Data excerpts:
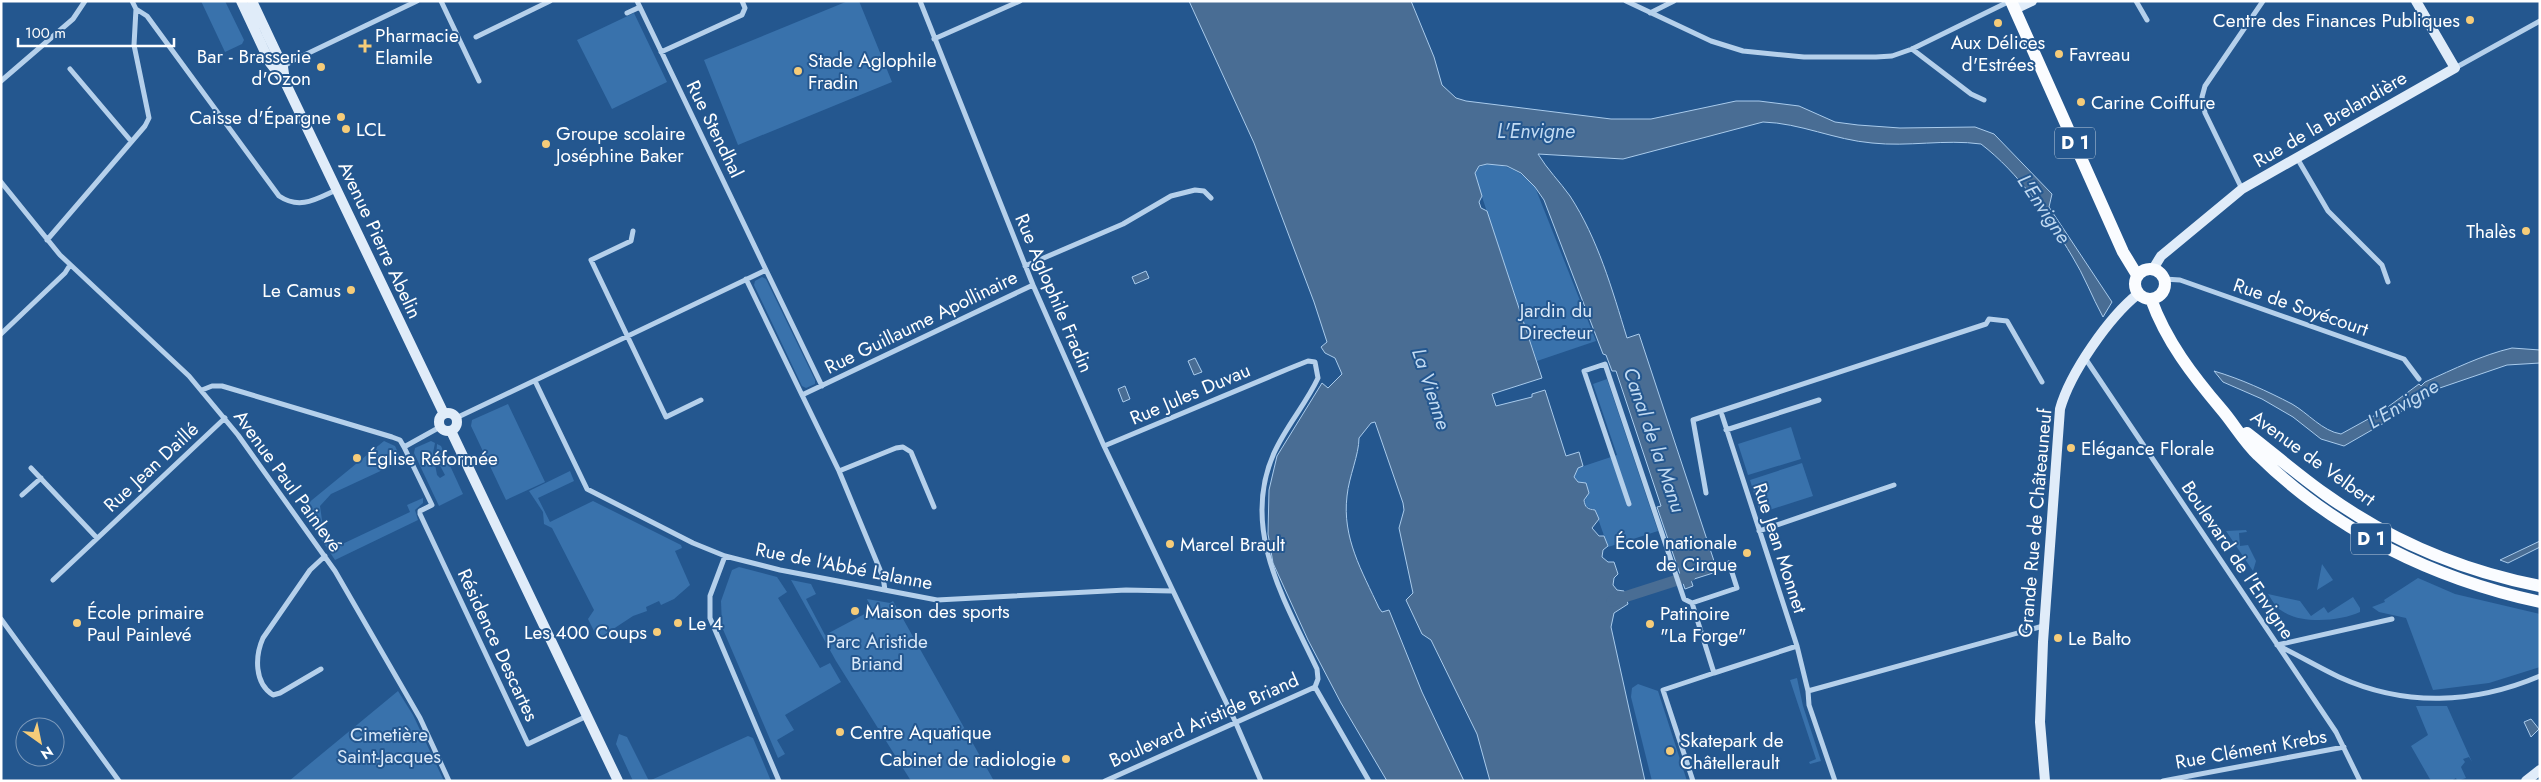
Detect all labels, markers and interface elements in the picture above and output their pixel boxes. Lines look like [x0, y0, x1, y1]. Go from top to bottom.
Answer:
place label: Centre des Finances Publiques [2213, 7, 2460, 34]
marker: Centre des Finances Publiques [2464, 14, 2476, 26]
scale bar [18, 15, 174, 47]
marker: Aux Délices d'Estrées [1992, 17, 2004, 29]
text: 100 m [25, 22, 66, 44]
place label: Pharmacie Elamile [375, 22, 459, 71]
place label: Aux Délices d'Estrées [1951, 29, 2046, 78]
marker: Pharmacie Elamile [359, 40, 371, 52]
place label: Favreau [2069, 41, 2130, 68]
place label: Bar - Brasserie d'Ozon [197, 43, 311, 92]
place label: Stade Aglophile Fradin [808, 47, 937, 96]
marker: Favreau [2053, 48, 2065, 60]
marker: Bar - Brasserie d'Ozon [315, 61, 327, 73]
street label: Rue de la Brelandière [2248, 64, 2412, 174]
marker: Stade Aglophile Fradin [792, 65, 804, 77]
street label: Rue Stendhal [680, 76, 750, 182]
place label: Carine Coiffure [2091, 89, 2215, 116]
marker: Carine Coiffure [2075, 96, 2087, 108]
place label: Caisse d'Épargne [190, 104, 331, 131]
marker: Caisse d'Épargne [335, 111, 347, 123]
place label: LCL [356, 116, 386, 143]
water label: L'Envigne [1497, 117, 1575, 146]
place label: Groupe scolaire Joséphine Baker [553, 120, 685, 169]
marker: LCL [340, 123, 352, 135]
road number: D 1 [2055, 128, 2095, 158]
marker: Groupe scolaire Joséphine Baker [540, 138, 552, 150]
street label: Avenue Pierre Abelin [332, 157, 428, 323]
water label: L'Envigne [2010, 169, 2078, 249]
street label: Rue Aglophile Fradin [1008, 209, 1100, 377]
place label: Thalès [2466, 218, 2516, 245]
marker: Thalès [2520, 225, 2532, 237]
street label: Rue Guillaume Apollinaire [820, 263, 1022, 380]
street label: Rue de Soyécourt [2230, 271, 2373, 343]
place label: Le Camus [262, 277, 341, 304]
marker: Le Camus [345, 284, 357, 296]
park label: Jardin du Directeur [1517, 297, 1593, 346]
water label: La Vienne [1404, 345, 1458, 433]
street label: Rue Jules Duvau [1126, 356, 1254, 432]
water label: Canal de la Manu [1616, 363, 1692, 517]
water label: L'Envigne [2362, 372, 2444, 436]
street label: Avenue Paul Painlevé [227, 404, 349, 558]
street label: Avenue de Velbert [2245, 404, 2381, 513]
street label: Grande Rue de Châteauneuf [2012, 407, 2059, 639]
street label: Rue Jean Daillé [98, 416, 205, 518]
place label: Elégance Florale [2081, 435, 2214, 462]
marker: Elégance Florale [2065, 442, 2077, 454]
place label: Église Réformée [367, 445, 498, 472]
marker: Église Réformée [351, 452, 363, 464]
street label: Boulevard de l'Envigne [2175, 475, 2301, 645]
street label: Rue Jean Monnet [1746, 479, 1814, 617]
road number: D 1 [2351, 524, 2391, 554]
place label: École nationale de Cirque [1615, 529, 1737, 578]
place label: Marcel Brault [1180, 531, 1285, 558]
street label: Rue de l'Abbé Lalanne [753, 536, 935, 596]
marker: Marcel Brault [1164, 538, 1176, 550]
marker: École nationale de Cirque [1741, 547, 1753, 559]
street label: Résidence Descartes [451, 564, 545, 726]
place label: Maison des sports [865, 598, 1010, 625]
place label: École primaire Paul Painlevé [87, 599, 204, 648]
place label: Patinoire "La Forge" [1660, 600, 1747, 649]
marker: Maison des sports [849, 605, 861, 617]
place label: Le 4 [688, 610, 723, 637]
marker: École primaire Paul Painlevé [71, 617, 83, 629]
marker: Le 4 [672, 617, 684, 629]
marker: Patinoire "La Forge" [1644, 618, 1656, 630]
place label: Les 400 Coups [524, 619, 647, 646]
place label: Le Balto [2068, 625, 2131, 652]
marker: Les 400 Coups [651, 626, 663, 638]
park label: Parc Aristide Briand [826, 628, 928, 677]
marker: Le Balto [2052, 632, 2064, 644]
street label: Boulevard Aristide Briand [1105, 666, 1303, 774]
north arrow [15, 717, 65, 767]
place label: Centre Aquatique [850, 719, 992, 746]
park label: Cimetière Saint-Jacques [337, 721, 441, 770]
street label: Rue Clément Krebs [2173, 722, 2329, 776]
marker: Centre Aquatique [834, 726, 846, 738]
place label: Skatepark de Châtellerault [1680, 727, 1784, 776]
text: N [37, 741, 57, 764]
marker: Skatepark de Châtellerault [1664, 745, 1676, 757]
place label: Cabinet de radiologie [880, 746, 1056, 773]
marker: Cabinet de radiologie [1060, 753, 1072, 765]

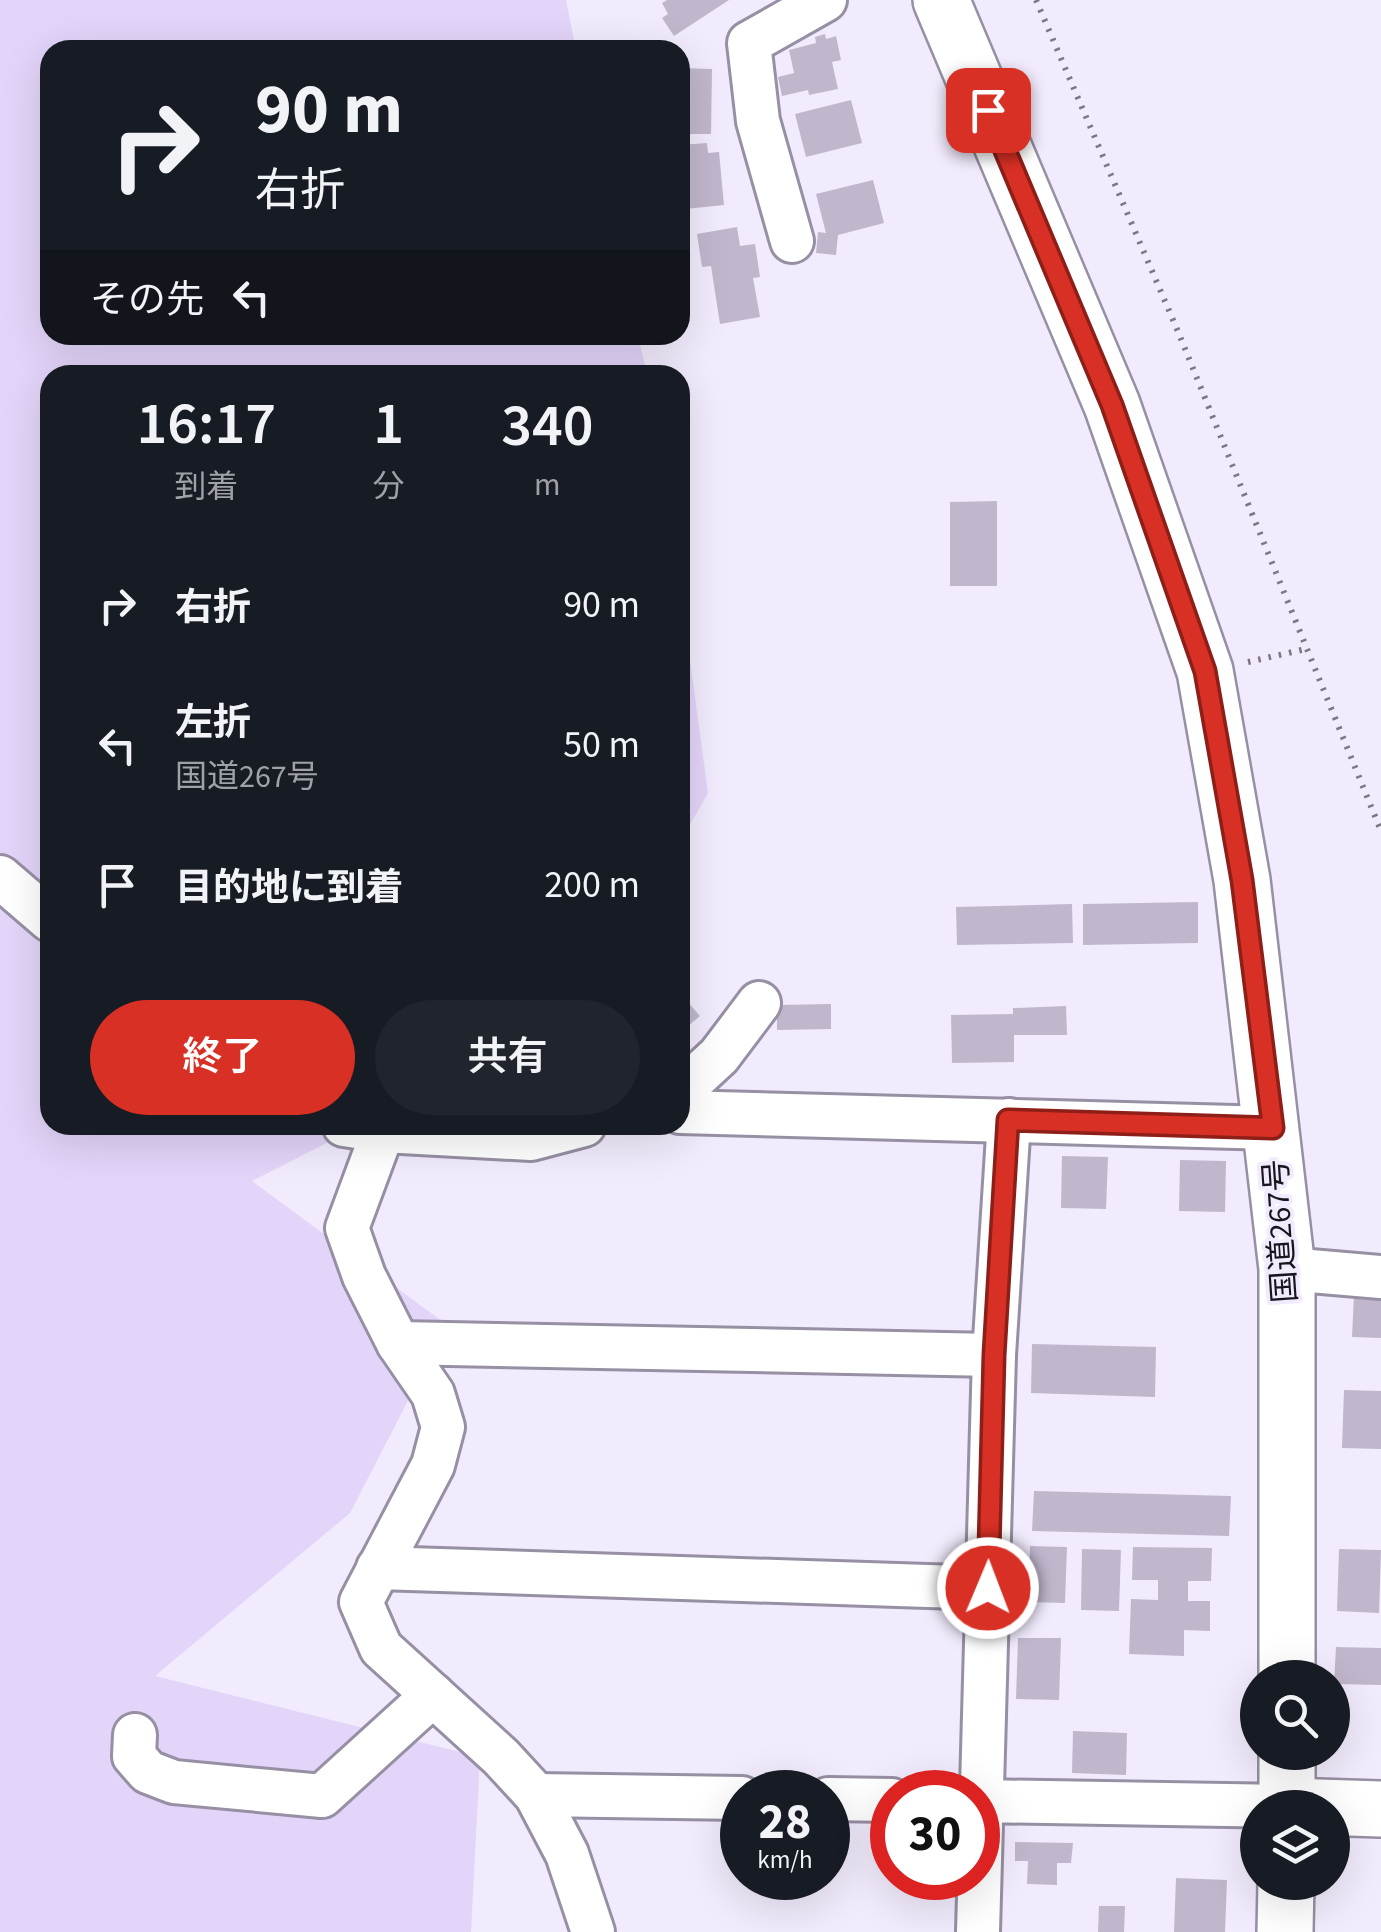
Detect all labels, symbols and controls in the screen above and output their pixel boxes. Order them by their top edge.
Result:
text: 90 m [255,60,403,160]
pin [946,68,1031,153]
icon: right [90,80,220,210]
icon: arrive [961,83,1016,138]
text: 右折 [255,159,345,223]
icon: left [224,270,279,325]
text: その先 [90,273,204,327]
text: 16:17 [137,382,276,467]
text: 1 [373,382,404,467]
text: 340 [501,384,593,469]
text: m [534,462,561,508]
text: 到着 [174,464,238,510]
text: 分 [373,464,405,510]
icon: right [90,578,145,633]
text: 90 m [563,578,640,632]
text: 右折 [175,581,251,635]
text: 左折 [175,696,251,750]
icon: left [90,718,145,773]
text: 50 m [563,718,640,772]
text: 国道267号 [175,754,319,800]
icon: arrive [90,858,145,913]
text: 200 m [544,858,640,912]
text: 目的地に到着 [175,861,403,915]
button: 終了 [90,1000,355,1115]
button: 共有 [375,1000,640,1115]
street label: 国道267号 [1253,1158,1309,1304]
position arrow [936,1536,1040,1640]
map controls [1240,1660,1350,1900]
button: search [1240,1660,1350,1770]
speed limit sign: 30 [870,1770,1000,1900]
text: 28 [759,1787,811,1858]
button: layers [1240,1790,1350,1900]
text: km/h [757,1842,813,1878]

• **TASK**: Retype the data above exactly; pictures are not part of the copy.

• **WRITTEN REPLY**:
Detect all labels, markers and interface elements in the picture above and output their pixel boxes. Lines look like [x0, y0, x1, y1]. Go from top to bottom.
Answer:
place label: Centre des Finances Publiques [2213, 7, 2460, 34]
marker: Centre des Finances Publiques [2464, 14, 2476, 26]
scale bar [18, 15, 174, 47]
marker: Aux Délices d'Estrées [1992, 17, 2004, 29]
text: 100 m [25, 22, 66, 44]
place label: Pharmacie Elamile [375, 22, 459, 71]
place label: Aux Délices d'Estrées [1951, 29, 2046, 78]
marker: Pharmacie Elamile [359, 40, 371, 52]
place label: Favreau [2069, 41, 2130, 68]
place label: Bar - Brasserie d'Ozon [197, 43, 311, 92]
place label: Stade Aglophile Fradin [808, 47, 937, 96]
marker: Favreau [2053, 48, 2065, 60]
marker: Bar - Brasserie d'Ozon [315, 61, 327, 73]
street label: Rue de la Brelandière [2248, 64, 2412, 174]
marker: Stade Aglophile Fradin [792, 65, 804, 77]
street label: Rue Stendhal [680, 76, 750, 182]
place label: Carine Coiffure [2091, 89, 2215, 116]
marker: Carine Coiffure [2075, 96, 2087, 108]
place label: Caisse d'Épargne [190, 104, 331, 131]
marker: Caisse d'Épargne [335, 111, 347, 123]
place label: LCL [356, 116, 386, 143]
water label: L'Envigne [1497, 117, 1575, 146]
place label: Groupe scolaire Joséphine Baker [553, 120, 685, 169]
marker: LCL [340, 123, 352, 135]
road number: D 1 [2055, 128, 2095, 158]
marker: Groupe scolaire Joséphine Baker [540, 138, 552, 150]
street label: Avenue Pierre Abelin [332, 157, 428, 323]
water label: L'Envigne [2010, 169, 2078, 249]
street label: Rue Aglophile Fradin [1008, 209, 1100, 377]
place label: Thalès [2466, 218, 2516, 245]
marker: Thalès [2520, 225, 2532, 237]
street label: Rue Guillaume Apollinaire [820, 263, 1022, 380]
street label: Rue de Soyécourt [2230, 271, 2373, 343]
place label: Le Camus [262, 277, 341, 304]
marker: Le Camus [345, 284, 357, 296]
park label: Jardin du Directeur [1517, 297, 1593, 346]
water label: La Vienne [1404, 345, 1458, 433]
street label: Rue Jules Duvau [1126, 356, 1254, 432]
water label: Canal de la Manu [1616, 363, 1692, 517]
water label: L'Envigne [2362, 372, 2444, 436]
street label: Avenue Paul Painlevé [227, 404, 349, 558]
street label: Avenue de Velbert [2245, 404, 2381, 513]
street label: Grande Rue de Châteauneuf [2012, 407, 2059, 639]
street label: Rue Jean Daillé [98, 416, 205, 518]
place label: Elégance Florale [2081, 435, 2214, 462]
marker: Elégance Florale [2065, 442, 2077, 454]
place label: Église Réformée [367, 445, 498, 472]
marker: Église Réformée [351, 452, 363, 464]
street label: Boulevard de l'Envigne [2175, 475, 2301, 645]
street label: Rue Jean Monnet [1746, 479, 1814, 617]
road number: D 1 [2351, 524, 2391, 554]
place label: École nationale de Cirque [1615, 529, 1737, 578]
place label: Marcel Brault [1180, 531, 1285, 558]
street label: Rue de l'Abbé Lalanne [753, 536, 935, 596]
marker: Marcel Brault [1164, 538, 1176, 550]
marker: École nationale de Cirque [1741, 547, 1753, 559]
street label: Résidence Descartes [451, 564, 545, 726]
place label: Maison des sports [865, 598, 1010, 625]
place label: École primaire Paul Painlevé [87, 599, 204, 648]
place label: Patinoire "La Forge" [1660, 600, 1747, 649]
marker: Maison des sports [849, 605, 861, 617]
place label: Le 4 [688, 610, 723, 637]
marker: École primaire Paul Painlevé [71, 617, 83, 629]
marker: Le 4 [672, 617, 684, 629]
marker: Patinoire "La Forge" [1644, 618, 1656, 630]
place label: Les 400 Coups [524, 619, 647, 646]
place label: Le Balto [2068, 625, 2131, 652]
marker: Les 400 Coups [651, 626, 663, 638]
park label: Parc Aristide Briand [826, 628, 928, 677]
marker: Le Balto [2052, 632, 2064, 644]
street label: Boulevard Aristide Briand [1105, 666, 1303, 774]
north arrow [15, 717, 65, 767]
place label: Centre Aquatique [850, 719, 992, 746]
park label: Cimetière Saint-Jacques [337, 721, 441, 770]
street label: Rue Clément Krebs [2173, 722, 2329, 776]
marker: Centre Aquatique [834, 726, 846, 738]
place label: Skatepark de Châtellerault [1680, 727, 1784, 776]
text: N [37, 741, 57, 764]
marker: Skatepark de Châtellerault [1664, 745, 1676, 757]
place label: Cabinet de radiologie [880, 746, 1056, 773]
marker: Cabinet de radiologie [1060, 753, 1072, 765]

Detect all labels, symbols and controls in the screen above and output their pixel boxes. Order them by their top edge.
Result:
text: 90 m [255,60,403,160]
pin [946,68,1031,153]
icon: right [90,80,220,210]
icon: arrive [961,83,1016,138]
text: 右折 [255,159,345,223]
icon: left [224,270,279,325]
text: その先 [90,273,204,327]
text: 16:17 [137,382,276,467]
text: 1 [373,382,404,467]
text: 340 [501,384,593,469]
text: m [534,462,561,508]
text: 到着 [174,464,238,510]
text: 分 [373,464,405,510]
icon: right [90,578,145,633]
text: 90 m [563,578,640,632]
text: 右折 [175,581,251,635]
text: 左折 [175,696,251,750]
icon: left [90,718,145,773]
text: 50 m [563,718,640,772]
text: 国道267号 [175,754,319,800]
icon: arrive [90,858,145,913]
text: 200 m [544,858,640,912]
text: 目的地に到着 [175,861,403,915]
button: 終了 [90,1000,355,1115]
button: 共有 [375,1000,640,1115]
street label: 国道267号 [1253,1158,1309,1304]
position arrow [936,1536,1040,1640]
map controls [1240,1660,1350,1900]
button: search [1240,1660,1350,1770]
speed limit sign: 30 [870,1770,1000,1900]
text: 28 [759,1787,811,1858]
button: layers [1240,1790,1350,1900]
text: km/h [757,1842,813,1878]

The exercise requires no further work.